Plum duff

COOKING TIME 1–1½ HOURS

SERVES 4–6

150g (5oz) self-raising flour, plus extra for sprinkling

75g (3oz) shredded suet

100g (3½oz) currants

100g (3½oz) raisins

100g (3½oz) demerara sugar

Pinch of mixed spice

Approx. 150ml (5fl oz) milk

Custard or melted jam, to serve

IN A LARGE BOWL, mix together the flour, suet, currants, raisins, sugar and spice. Mix with enough milk to form a stiff dough. Soak a clean tea towel or pudding cloth in boiling water, wring then open out flat and sprinkle with a little flour. Put the dough into the centre of the floured cloth and tie up like a football.
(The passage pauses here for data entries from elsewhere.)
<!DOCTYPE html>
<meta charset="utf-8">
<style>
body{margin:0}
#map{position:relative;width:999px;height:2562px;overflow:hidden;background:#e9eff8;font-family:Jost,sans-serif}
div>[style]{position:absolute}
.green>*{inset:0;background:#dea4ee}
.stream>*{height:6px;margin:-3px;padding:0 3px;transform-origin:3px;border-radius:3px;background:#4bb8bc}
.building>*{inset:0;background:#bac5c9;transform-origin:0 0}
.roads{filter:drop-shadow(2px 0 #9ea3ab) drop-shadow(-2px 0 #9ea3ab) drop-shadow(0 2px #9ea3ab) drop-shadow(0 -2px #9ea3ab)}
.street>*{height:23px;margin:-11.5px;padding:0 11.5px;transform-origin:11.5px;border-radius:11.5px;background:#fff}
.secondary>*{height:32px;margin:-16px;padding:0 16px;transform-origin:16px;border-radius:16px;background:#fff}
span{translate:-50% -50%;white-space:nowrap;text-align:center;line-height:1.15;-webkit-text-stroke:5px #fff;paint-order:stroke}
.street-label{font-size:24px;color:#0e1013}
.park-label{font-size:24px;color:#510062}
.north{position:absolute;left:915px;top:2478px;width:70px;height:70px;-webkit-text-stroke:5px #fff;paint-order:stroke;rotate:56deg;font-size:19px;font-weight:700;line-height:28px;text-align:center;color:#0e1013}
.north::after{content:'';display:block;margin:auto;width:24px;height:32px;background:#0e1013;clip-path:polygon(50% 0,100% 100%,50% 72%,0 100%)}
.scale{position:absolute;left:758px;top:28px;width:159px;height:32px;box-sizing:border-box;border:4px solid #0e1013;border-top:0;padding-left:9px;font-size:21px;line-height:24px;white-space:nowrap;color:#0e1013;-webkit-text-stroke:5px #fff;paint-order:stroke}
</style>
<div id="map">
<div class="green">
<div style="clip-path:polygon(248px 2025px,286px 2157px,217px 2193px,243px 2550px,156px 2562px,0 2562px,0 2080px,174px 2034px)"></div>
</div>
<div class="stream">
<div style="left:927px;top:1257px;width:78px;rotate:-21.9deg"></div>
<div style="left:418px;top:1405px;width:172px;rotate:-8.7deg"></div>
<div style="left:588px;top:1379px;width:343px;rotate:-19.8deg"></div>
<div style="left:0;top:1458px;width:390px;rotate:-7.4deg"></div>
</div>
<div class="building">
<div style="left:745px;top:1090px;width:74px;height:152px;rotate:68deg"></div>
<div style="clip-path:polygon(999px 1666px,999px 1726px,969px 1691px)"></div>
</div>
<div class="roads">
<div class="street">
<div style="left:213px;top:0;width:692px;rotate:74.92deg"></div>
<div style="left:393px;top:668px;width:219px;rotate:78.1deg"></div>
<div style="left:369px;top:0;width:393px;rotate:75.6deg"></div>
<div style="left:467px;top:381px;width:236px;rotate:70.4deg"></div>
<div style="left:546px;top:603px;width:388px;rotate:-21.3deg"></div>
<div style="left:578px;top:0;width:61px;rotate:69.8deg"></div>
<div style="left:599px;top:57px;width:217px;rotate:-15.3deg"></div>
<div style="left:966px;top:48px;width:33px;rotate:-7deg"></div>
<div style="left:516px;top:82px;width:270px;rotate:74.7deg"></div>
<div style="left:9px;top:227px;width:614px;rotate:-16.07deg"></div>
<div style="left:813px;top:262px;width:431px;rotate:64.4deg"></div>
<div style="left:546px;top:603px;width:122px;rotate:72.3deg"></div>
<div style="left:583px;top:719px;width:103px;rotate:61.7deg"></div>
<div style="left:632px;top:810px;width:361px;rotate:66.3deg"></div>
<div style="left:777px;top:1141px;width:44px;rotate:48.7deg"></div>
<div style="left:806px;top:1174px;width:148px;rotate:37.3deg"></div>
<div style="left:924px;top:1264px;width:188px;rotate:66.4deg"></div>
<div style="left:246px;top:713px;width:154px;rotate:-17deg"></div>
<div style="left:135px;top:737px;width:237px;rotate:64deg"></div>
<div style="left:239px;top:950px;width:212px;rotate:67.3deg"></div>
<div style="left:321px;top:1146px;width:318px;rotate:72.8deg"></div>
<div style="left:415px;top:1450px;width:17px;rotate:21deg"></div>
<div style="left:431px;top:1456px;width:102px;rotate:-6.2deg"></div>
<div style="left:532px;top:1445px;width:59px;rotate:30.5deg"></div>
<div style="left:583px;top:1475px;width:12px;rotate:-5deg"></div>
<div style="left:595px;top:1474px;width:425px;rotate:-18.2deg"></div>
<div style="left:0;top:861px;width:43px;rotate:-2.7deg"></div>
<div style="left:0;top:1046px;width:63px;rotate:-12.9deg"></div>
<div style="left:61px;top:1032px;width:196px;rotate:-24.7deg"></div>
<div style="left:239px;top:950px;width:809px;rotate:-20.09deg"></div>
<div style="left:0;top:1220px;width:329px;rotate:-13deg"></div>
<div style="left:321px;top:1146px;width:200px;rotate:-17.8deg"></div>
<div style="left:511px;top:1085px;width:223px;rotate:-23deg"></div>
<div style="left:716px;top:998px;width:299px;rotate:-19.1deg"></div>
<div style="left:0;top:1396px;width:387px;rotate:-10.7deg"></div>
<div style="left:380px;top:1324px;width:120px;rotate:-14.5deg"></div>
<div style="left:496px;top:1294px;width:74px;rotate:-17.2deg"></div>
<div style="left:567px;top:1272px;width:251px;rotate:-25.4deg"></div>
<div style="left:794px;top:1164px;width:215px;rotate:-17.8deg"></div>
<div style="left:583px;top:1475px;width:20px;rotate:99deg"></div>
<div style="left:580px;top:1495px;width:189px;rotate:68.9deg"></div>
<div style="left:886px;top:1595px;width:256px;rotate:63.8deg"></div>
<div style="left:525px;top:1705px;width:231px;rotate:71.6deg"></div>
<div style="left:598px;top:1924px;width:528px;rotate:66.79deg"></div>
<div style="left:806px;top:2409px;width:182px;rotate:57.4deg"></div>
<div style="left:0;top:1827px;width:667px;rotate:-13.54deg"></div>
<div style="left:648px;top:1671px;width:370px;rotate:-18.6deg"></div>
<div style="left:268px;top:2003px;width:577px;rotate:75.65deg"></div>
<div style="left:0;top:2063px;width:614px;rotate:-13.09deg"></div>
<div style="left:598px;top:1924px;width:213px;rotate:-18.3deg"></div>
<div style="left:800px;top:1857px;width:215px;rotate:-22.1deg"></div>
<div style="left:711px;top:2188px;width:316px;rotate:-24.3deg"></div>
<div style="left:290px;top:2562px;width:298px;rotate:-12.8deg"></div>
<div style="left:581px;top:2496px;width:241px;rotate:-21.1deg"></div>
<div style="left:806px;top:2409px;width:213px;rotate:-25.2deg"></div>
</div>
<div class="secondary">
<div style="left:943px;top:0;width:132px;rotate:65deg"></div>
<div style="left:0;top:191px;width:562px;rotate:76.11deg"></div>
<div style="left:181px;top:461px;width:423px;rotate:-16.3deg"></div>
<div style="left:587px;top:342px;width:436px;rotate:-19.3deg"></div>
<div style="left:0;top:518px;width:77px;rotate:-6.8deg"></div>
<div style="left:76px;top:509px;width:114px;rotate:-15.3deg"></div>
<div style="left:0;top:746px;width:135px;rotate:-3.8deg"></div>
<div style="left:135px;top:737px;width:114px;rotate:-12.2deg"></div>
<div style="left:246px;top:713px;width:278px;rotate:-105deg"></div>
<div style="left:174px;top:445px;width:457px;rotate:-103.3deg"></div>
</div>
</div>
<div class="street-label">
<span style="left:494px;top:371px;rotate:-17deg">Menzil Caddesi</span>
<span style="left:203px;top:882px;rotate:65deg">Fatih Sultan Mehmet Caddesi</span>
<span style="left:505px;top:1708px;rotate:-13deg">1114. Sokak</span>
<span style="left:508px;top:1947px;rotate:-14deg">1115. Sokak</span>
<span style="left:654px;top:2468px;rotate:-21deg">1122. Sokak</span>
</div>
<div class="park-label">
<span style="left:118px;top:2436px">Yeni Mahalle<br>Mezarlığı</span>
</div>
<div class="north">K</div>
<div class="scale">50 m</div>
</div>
DROP THE WRAPPED DOUGH into a saucepan of boiling water, cover and boil for 1½ hours, adding more water to the pan as necessary so that it doesn’t boil dry. At the end of the cooking time, remove the pudding from the pan and unwrap carefully. Serve with custard or melted jam.


Originally known as ‘plum dough’, this began life as a British ‘street food’, sold from cloth-covered baskets by street vendors’ wives. These days, people often wonder why plum duff contains no plums, but back in the 17th century, the word was used to refer to all manner of fruits, including raisins and currants.